# Advanced PySpark on DataBricks - Part 2
* Notebook by Adam Lang
* Date: 12/24/2024


# Overview
This is a continuation of a detailed notebook on how to leverage Advanced Data Wrangling and Data Trasnformations using PySpark on DataBricks.

# Reading in CSV Dataset
* Basic uploading and reading of a CSV file in databricks.

In [0]:
## import libraries first
from pyspark.sql.types import * ## import all types
from pyspark.sql.functions import * ## import all

In [0]:
## how to find filestore link
dbutils.fs.ls('/FileStore/tables/')

In [0]:
## read in CSV dataset into df
df = spark.read.format("csv").option("inferSchema",
                                True).option('header', True).load('/FileStore/tables/BigMart_Sales.csv')

In [0]:
## display
df.display()

# EXPLODE function
* This is useful for "exploding" the array or list we created above such as each value of each index into their own column. This is similar to the Python Pandas function.


Note: This way of doing it below only explodes into a new ROW.

In [0]:
## create a new df to do this
df_exp = df.withColumn('Outlet_Type', split('Outlet_Type',' '))
df_exp.display()

Now we want to EXPLODE the Outlet_Type column with an array of values each into separate rows.

In [0]:
## explode 
df_exp.withColumn('Outlet_Type', explode('Outlet_Type')).display()

Summary

* Now we can see each entity from Outlet_Type has been exploded into a new row.

## EXPLODE arrays into new columns
* This is where we have to use the `getItem() function

In [0]:
## first lets create the df_exp again since we transformed it above
## create a new df to do this
df_exp = df.withColumn('Outlet_Type', split('Outlet_Type',' '))
df_exp.display()

Now let's explode each index into new column.

In [0]:
# Create new columns for each element of the array
## first we give the new col name
## then we selct the col and getItem() index
df_exp = df_exp.withColumn("Outlet_Name", col("Outlet_Type").getItem(0))
df_exp = df_exp.withColumn("Outlet_Type_Class", col("Outlet_Type").getItem(1))
df_exp.display()

Summary

* Great! We exploded each item of the array index into a new separate column. Now if we wanted to we could drop the original column but we will forego that step right now.

# ARRAY_CONTAINS
* Now that we have started to demonstrate array functions above with EXPLODE we will demo additional array functions with ARRAY_CONTAINS.

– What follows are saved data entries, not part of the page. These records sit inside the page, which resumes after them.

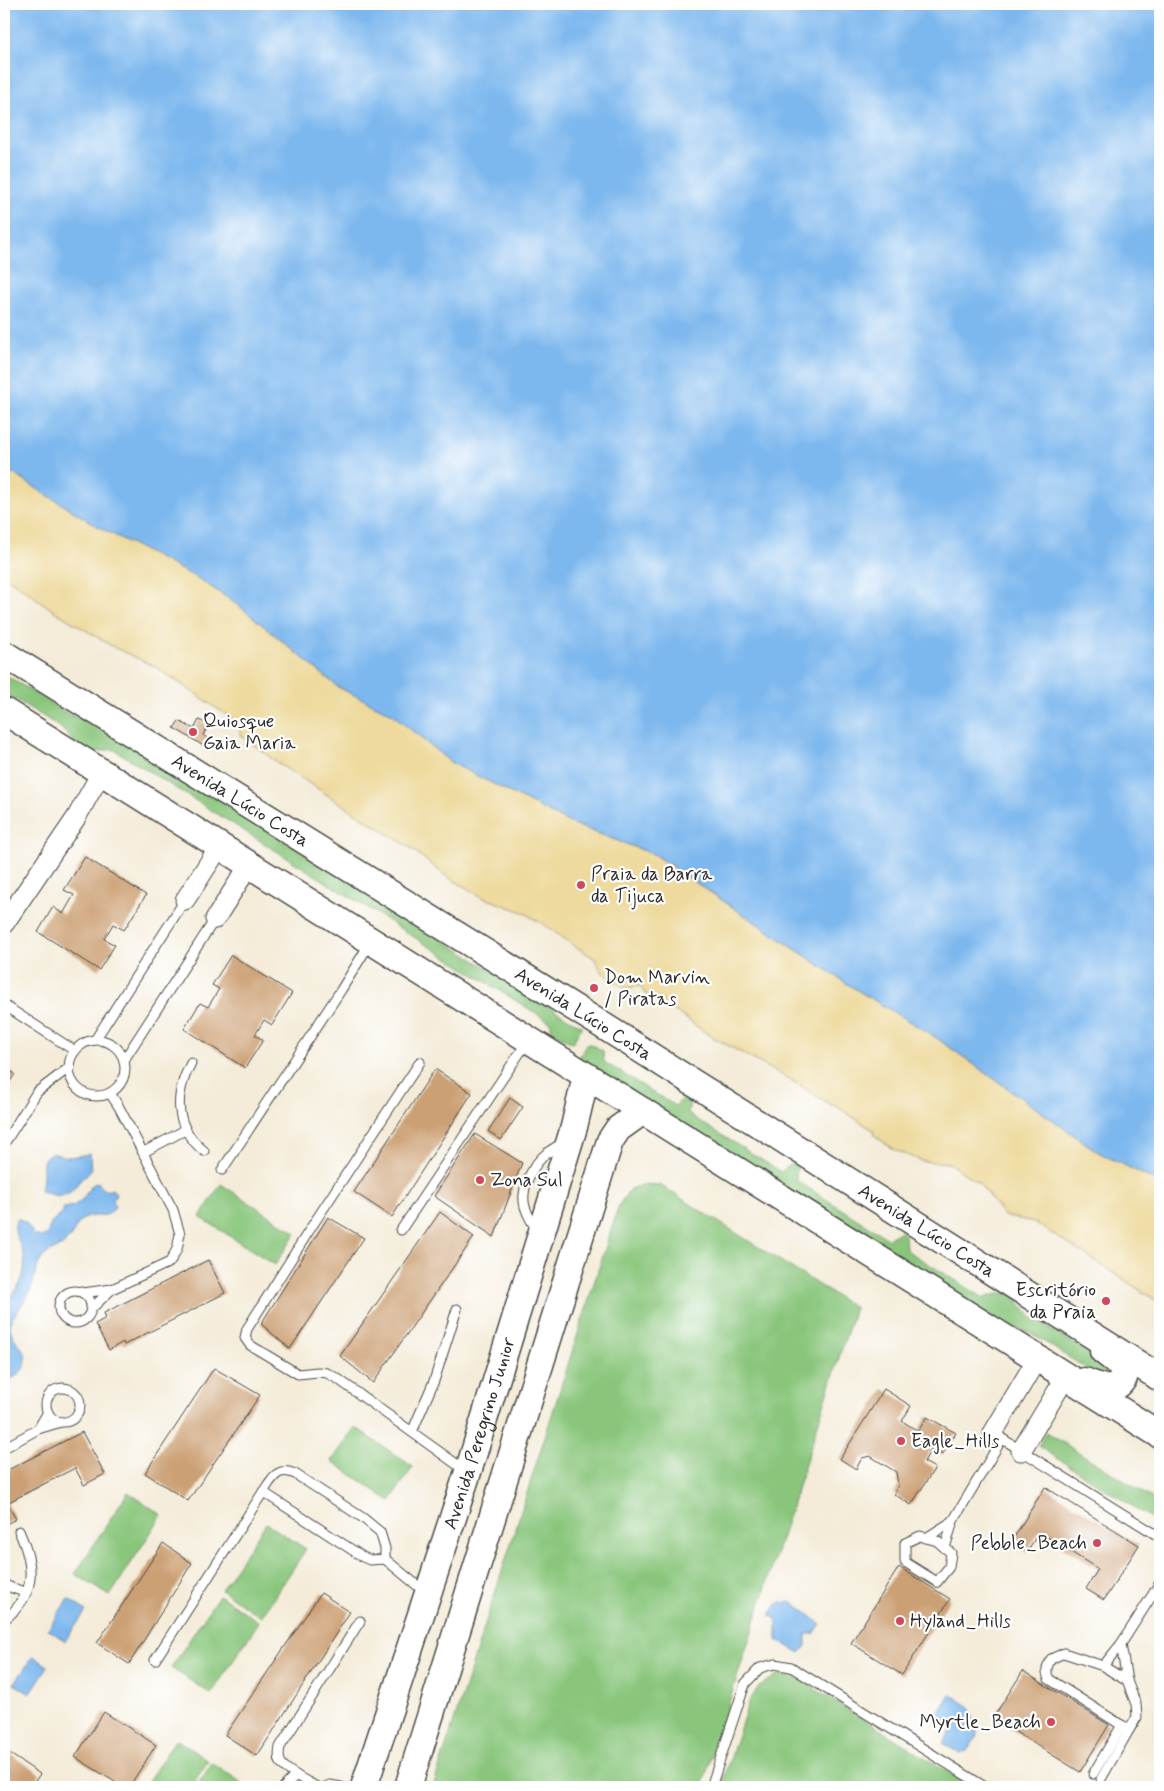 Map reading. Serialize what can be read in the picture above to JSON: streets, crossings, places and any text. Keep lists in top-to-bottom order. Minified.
{"streets":{"main road":["Avenida Lúcio Costa","Avenida Peregrino Junior"]},"places":["Quiosque Gaia Maria","Praia da Barra da Tijuca","Dom Marvin / Piratas","Zona Sul","Escritório da Praia","Eagle_Hills","Pebble_Beach","Hyland_Hills","Myrtle_Beach"]} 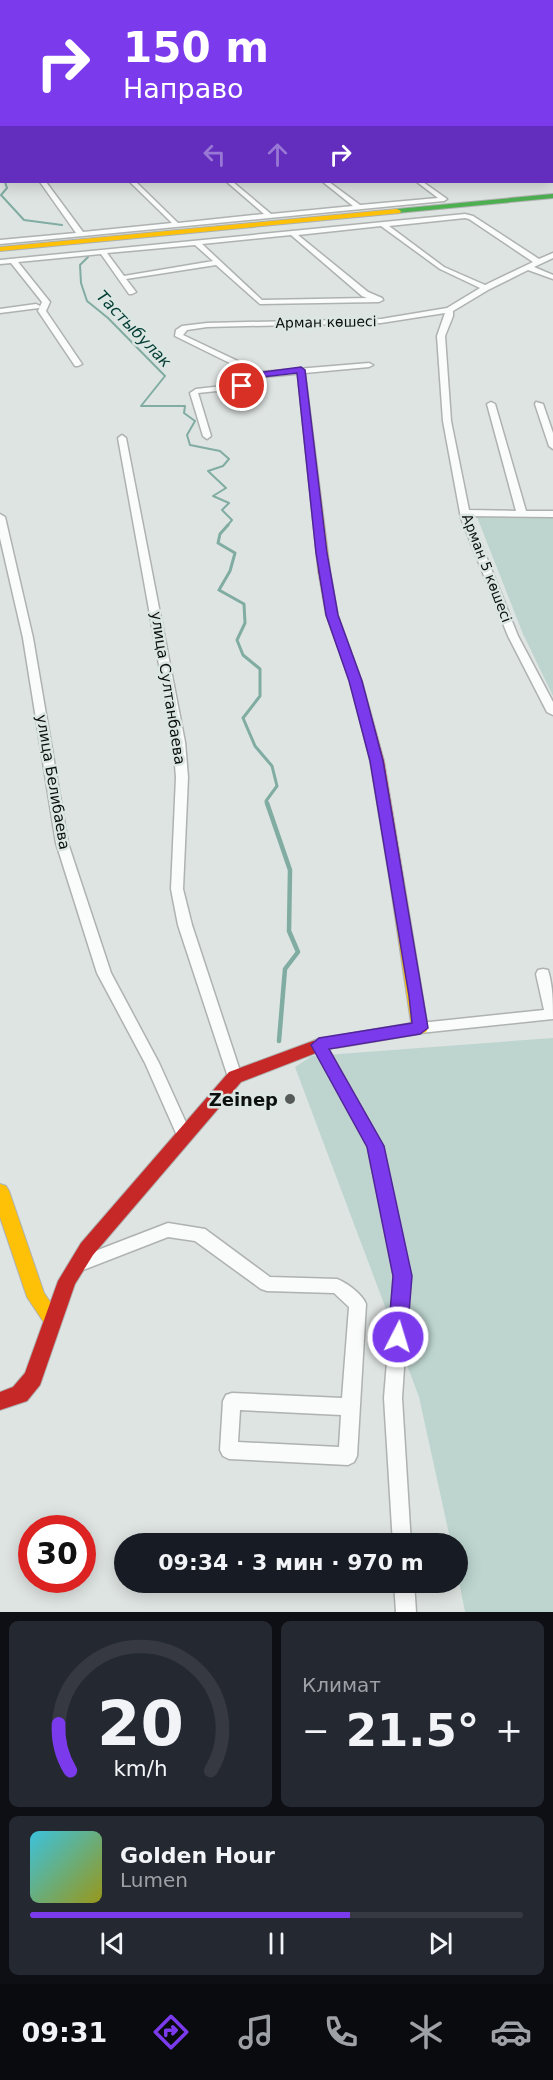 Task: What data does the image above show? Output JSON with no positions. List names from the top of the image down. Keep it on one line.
{"streets":{"street":["Арман көшесі","Арман 5 көшесі","улица Султанбаева","улица Белибаева"]},"crossings":[["Арман көшесі","Арман 5 көшесі"]],"water":["Тастыбулак"],"places":["Zeinep"],"page":{"turn":["150 m","Направо"],"limit":"30","trip":"09:34 · 3 мин · 970 m","tile":"Климат","heat":["−","21.5°","+"],"song":["Golden Hour","Lumen"],"tabs":"09:31","gauge":["20","km/h"]}} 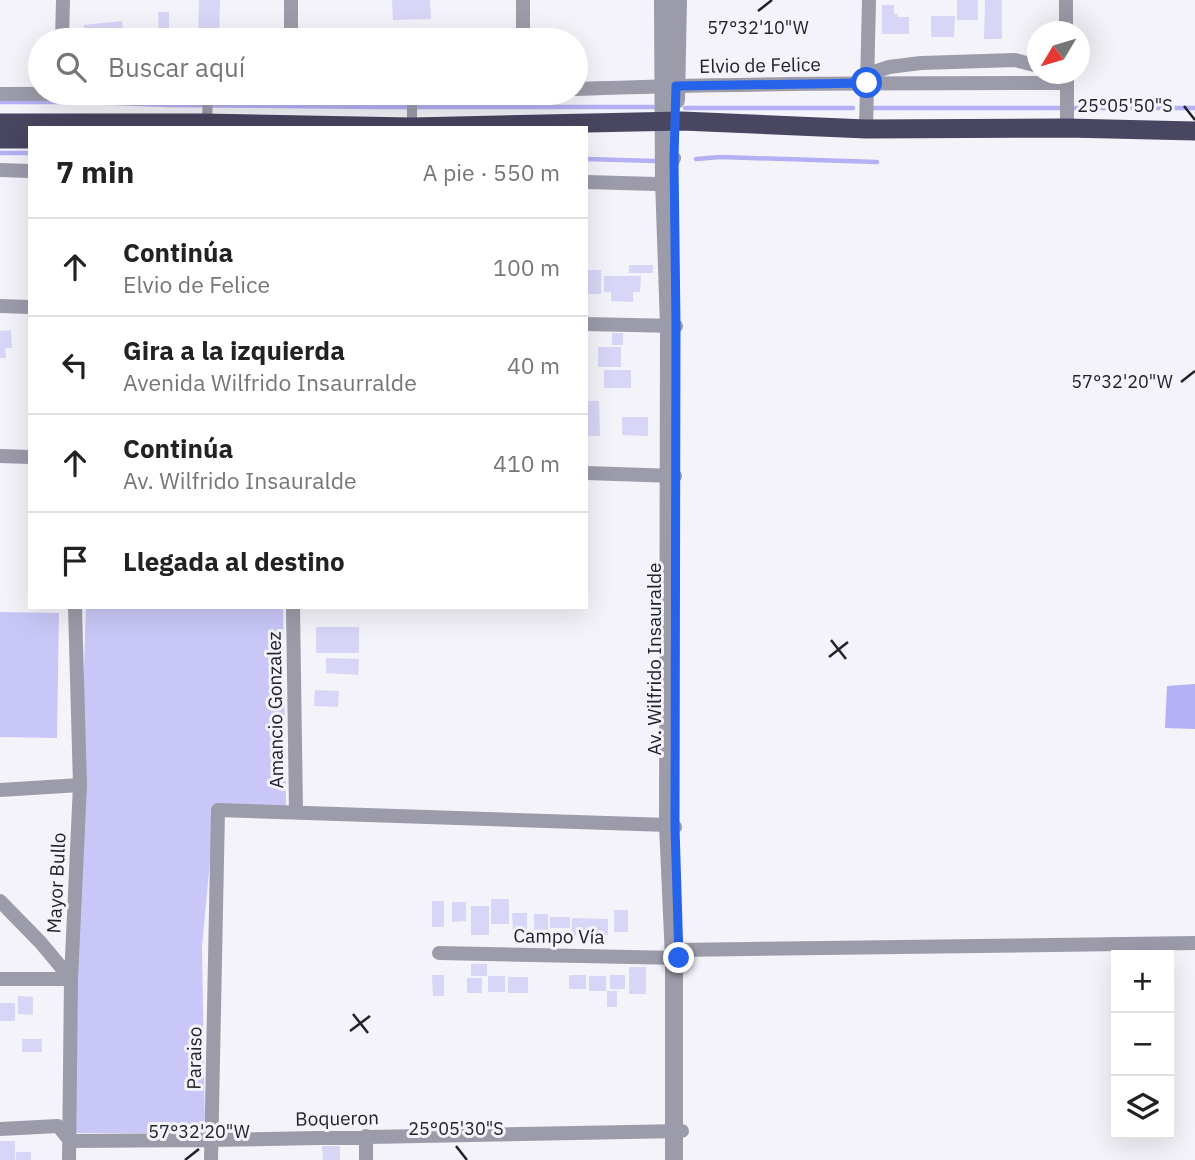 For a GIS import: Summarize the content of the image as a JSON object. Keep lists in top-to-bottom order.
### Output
{
  "streets": {
    "street": [
      "Elvio de Felice",
      "Av. Wilfrido Insauralde",
      "Amancio Gonzalez",
      "Mayor Bullo",
      "Campo Vía",
      "Paraiso",
      "Boqueron"
    ]
  },
  "crossings": [
    ["Av. Wilfrido Insauralde", "Campo Vía"],
    ["Av. Wilfrido Insauralde", "Boqueron"],
    ["Amancio Gonzalez", "Paraiso"],
    ["Mayor Bullo", "Boqueron"],
    ["Paraiso", "Boqueron"]
  ],
  "north": "bottom left",
  "page": {
    "search": "Buscar aquí",
    "heading": ["7 min", "A pie · 550 m"],
    "list": [
      ["Continúa", "Elvio de Felice", "100 m"],
      ["Gira a la izquierda", "Avenida Wilfrido Insaurralde", "40 m"],
      ["Continúa", "Av. Wilfrido Insauralde", "410 m"],
      "Llegada al destino"
    ],
    "map_buttons": ["+", "−"]
  },
  "coordinates": [
    "57°32'10\"W",
    "25°05'50\"S",
    "57°32'20\"W",
    "25°05'30\"S"
  ]
} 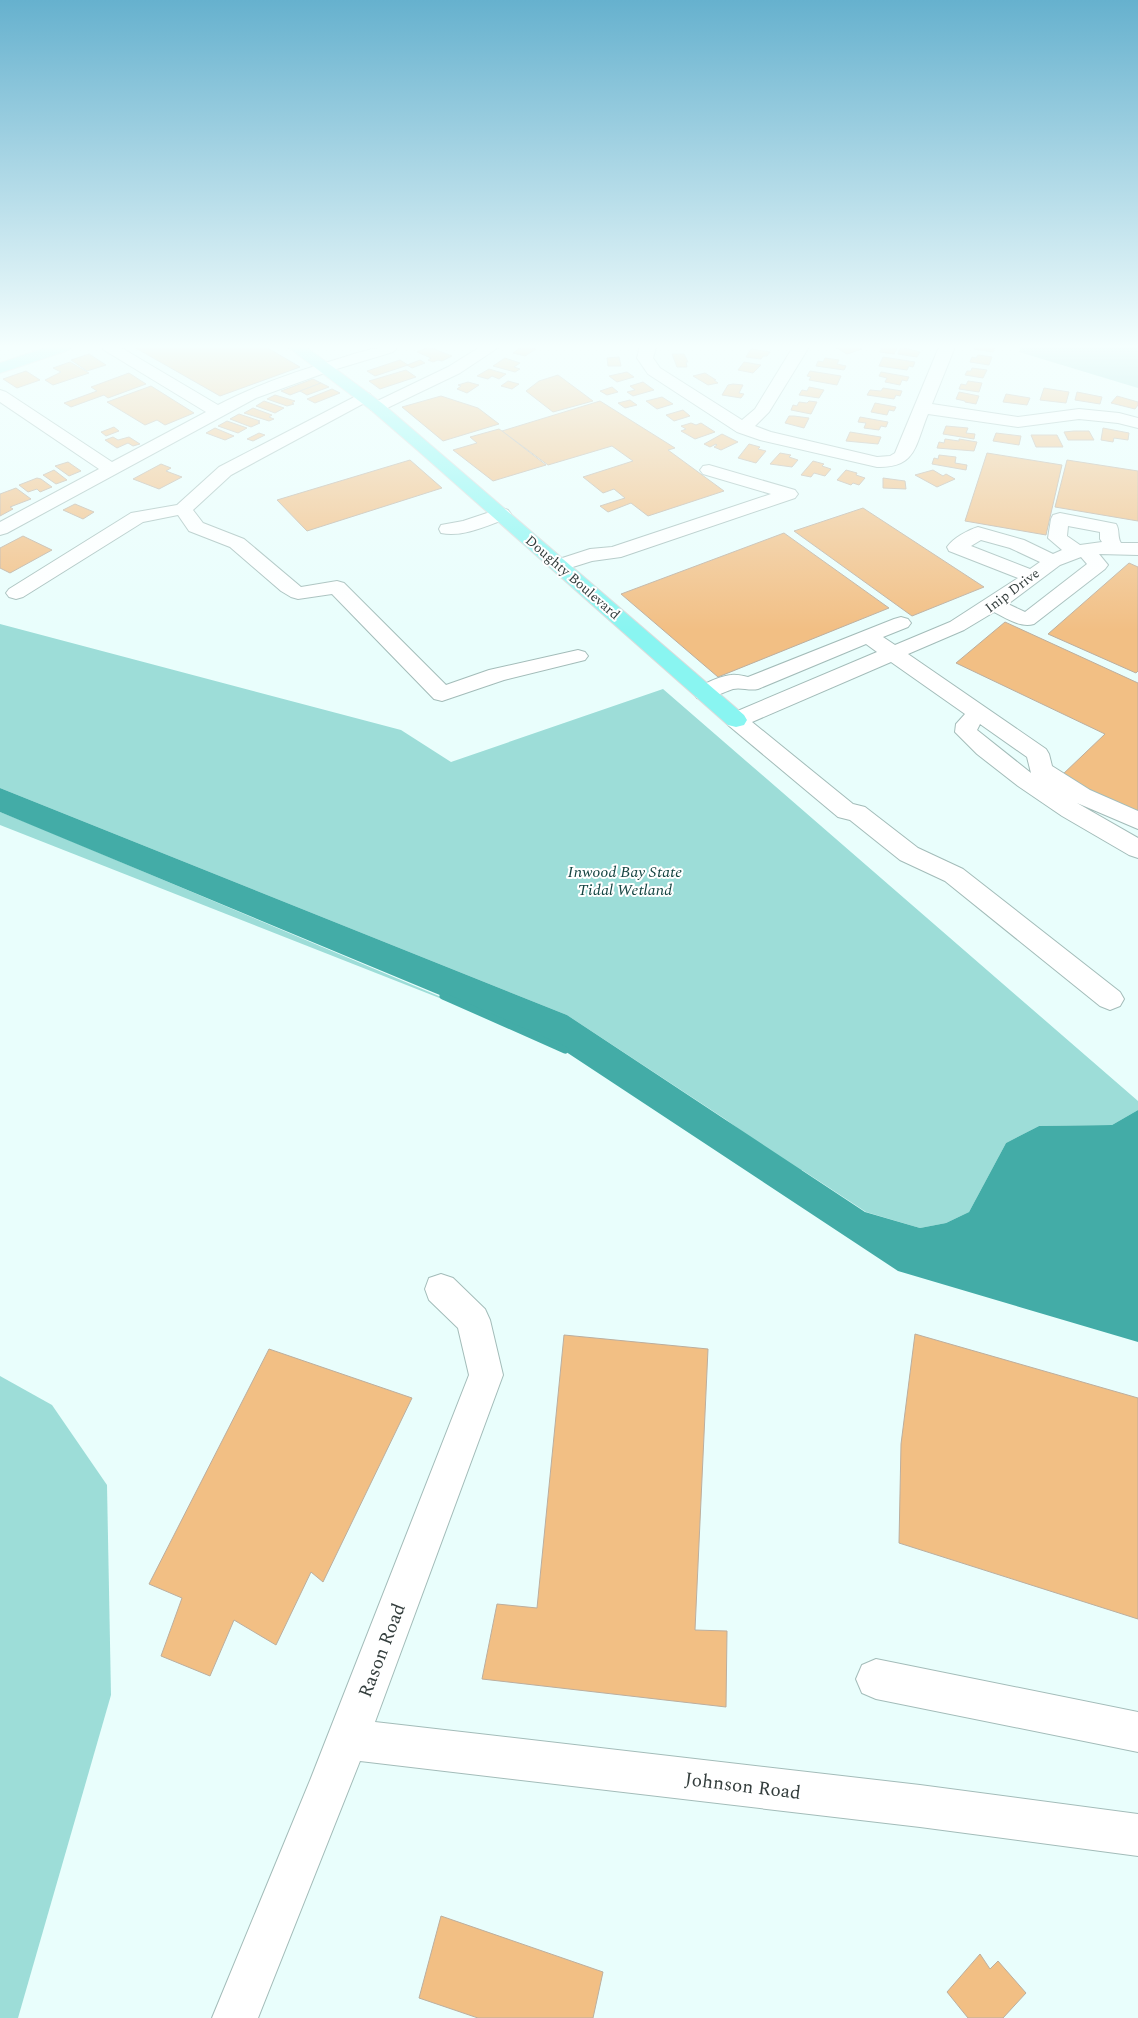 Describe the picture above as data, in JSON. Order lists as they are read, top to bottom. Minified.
{"streets":{"main road":["Doughty Boulevard"],"street":["Inip Drive","Rason Road","Johnson Road"]},"crossings":[["Doughty Boulevard","Inip Drive"],["Rason Road","Johnson Road"]],"parks":["Inwood Bay State Tidal Wetland"]} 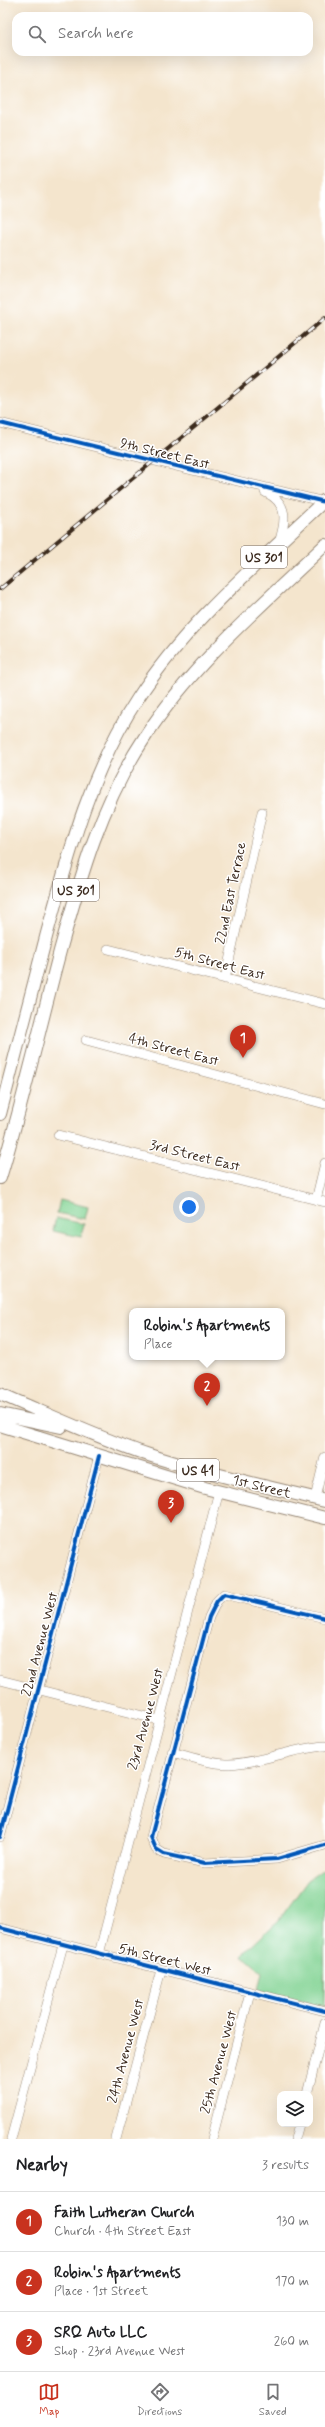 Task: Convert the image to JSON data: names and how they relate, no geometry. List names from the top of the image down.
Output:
{
  "streets": {
    "main road": ["US 301", "US 41", "1st Street"],
    "street": [
      "9th Street East",
      "22nd East Terrace",
      "5th Street East",
      "4th Street East",
      "3rd Street East",
      "22nd Avenue West",
      "23rd Avenue West",
      "5th Street West",
      "24th Avenue West",
      "25th Avenue West"
    ]
  },
  "crossings": [
    ["9th Street East", "US 301"],
    ["22nd East Terrace", "5th Street East"],
    ["US 41", "1st Street"],
    ["US 41", "22nd Avenue West"],
    ["1st Street", "22nd Avenue West"],
    ["1st Street", "23rd Avenue West"],
    ["23rd Avenue West", "5th Street West"],
    ["5th Street West", "24th Avenue West"],
    ["5th Street West", "25th Avenue West"]
  ],
  "page": {
    "search": "Search here",
    "pins": ["1", "2", "3"],
    "popup": ["Robin's Apartments", "Place"],
    "heading": ["Nearby", "3 results"],
    "list": [
      {
        "mark": "1",
        "name": "Faith Lutheran Church",
        "note": "Church · 4th Street East",
        "value": "130 m"
      },
      {
        "mark": "2",
        "name": "Robin's Apartments",
        "note": "Place · 1st Street",
        "value": "170 m"
      },
      {
        "mark": "3",
        "name": "SRQ Auto LLC",
        "note": "Shop · 23rd Avenue West",
        "value": "260 m"
      }
    ],
    "nav": ["Map", "Directions", "Saved"]
  }
} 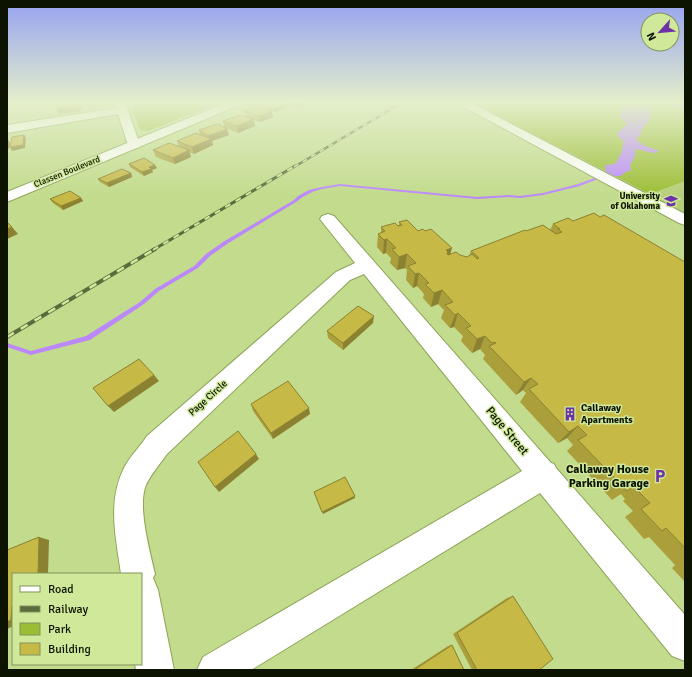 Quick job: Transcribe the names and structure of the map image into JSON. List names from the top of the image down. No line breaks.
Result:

* Question to answer: Is `Type1` present in the column array `Outlet_Type`

In [0]:
## lets review df_exp
df_exp.display()

In [0]:
## create a new flag column
## new col name --> column to index, value to index
df_exp.withColumn('Type1_flag', array_contains('Outlet_Type','Type1')).display()

# GROUP_BY
* Similar to group by in pandas.

## Scenario 1

In [0]:
## df display
df.display()

In [0]:
## find sum of MRP for item_type
df.groupBy('Item_Type').agg(sum('Item_MRP').alias('Sum_Item_MRP')).display()

## Scenario 2
* Finding the average.

In [0]:
## average groupby
df.groupBy('Item_Type').agg(avg('Item_MRP').alias('Average_Item_MRP')).display()

## Scenario 3 - Group By on 3 columns
* Sum of Item_Type
* Also group by on Outlet_Size

In [0]:
df.groupBy('Item_Type','Outlet_Size').agg(sum('Item_MRP').alias('Total_MRP')).display()

## Scenario 4
* This is an advanced transformation using a double aggregation with double groupby

In [0]:
df.groupBy('Item_Type', 'Outlet_Size').agg(sum('Item_MRP').alias('Sum_Item_MRP'),avg('Item_MRP').alias('Avg_Item_MRP')).display()

# Collect_List
* This is a great function to take multiple instances of the same variable in one column and group them into the same row with all their values from another column.
* Let's use an example with some dummy data below.

In [0]:
## create dummy df
data = [('user1', 'book1'),
        ('user1','book2'),
        ('user2', 'book2'),
        ('user2', 'book4'),
        ('user3', 'book1')]

schema = 'user string, book string'


## create df
df_book = spark.createDataFrame(data, schema)

## display
df_book.display()

In [0]:
df_book.groupBy('user').agg(collect_list('book')).display()

Summary

* We can see the power of using `collect_list` to aggregate and link variables based on 2 columns.

# PIVOT
* This is similar to pivot in excel or python pandas, used to create a pivot table.

In [0]:
## pivot function in pyspark
df.groupBy('Item_Type').pivot('Outlet_Size').agg(avg('Item_MRP')).display()

In [0]:
df.display()

# WHEN-OTHERWISE
* Logical statement for if-then operations similar to CASE-WHEN in SQL.

## Scenario 1

In [0]:
## when otherwise
df = df.withColumn('veg_flag', when(col('Item_Type')=='Meat', 'Non Veg').otherwise('Veg'))

In [0]:
df.display()

## Scenario 2
* Using 2 if-then logic conditions

In [0]:
## new flag column
df.withColumn('veg_exp_flag',when(((col('veg_flag')=='Veg') & (col('Item_MRP')<100)),'Veg_Inexpensive')\
                            .when((col('veg_flag')=='Veg') & (col('Item_MRP')>100),'Veg_Expensive')\
                            .otherwise('Non_Veg')).display()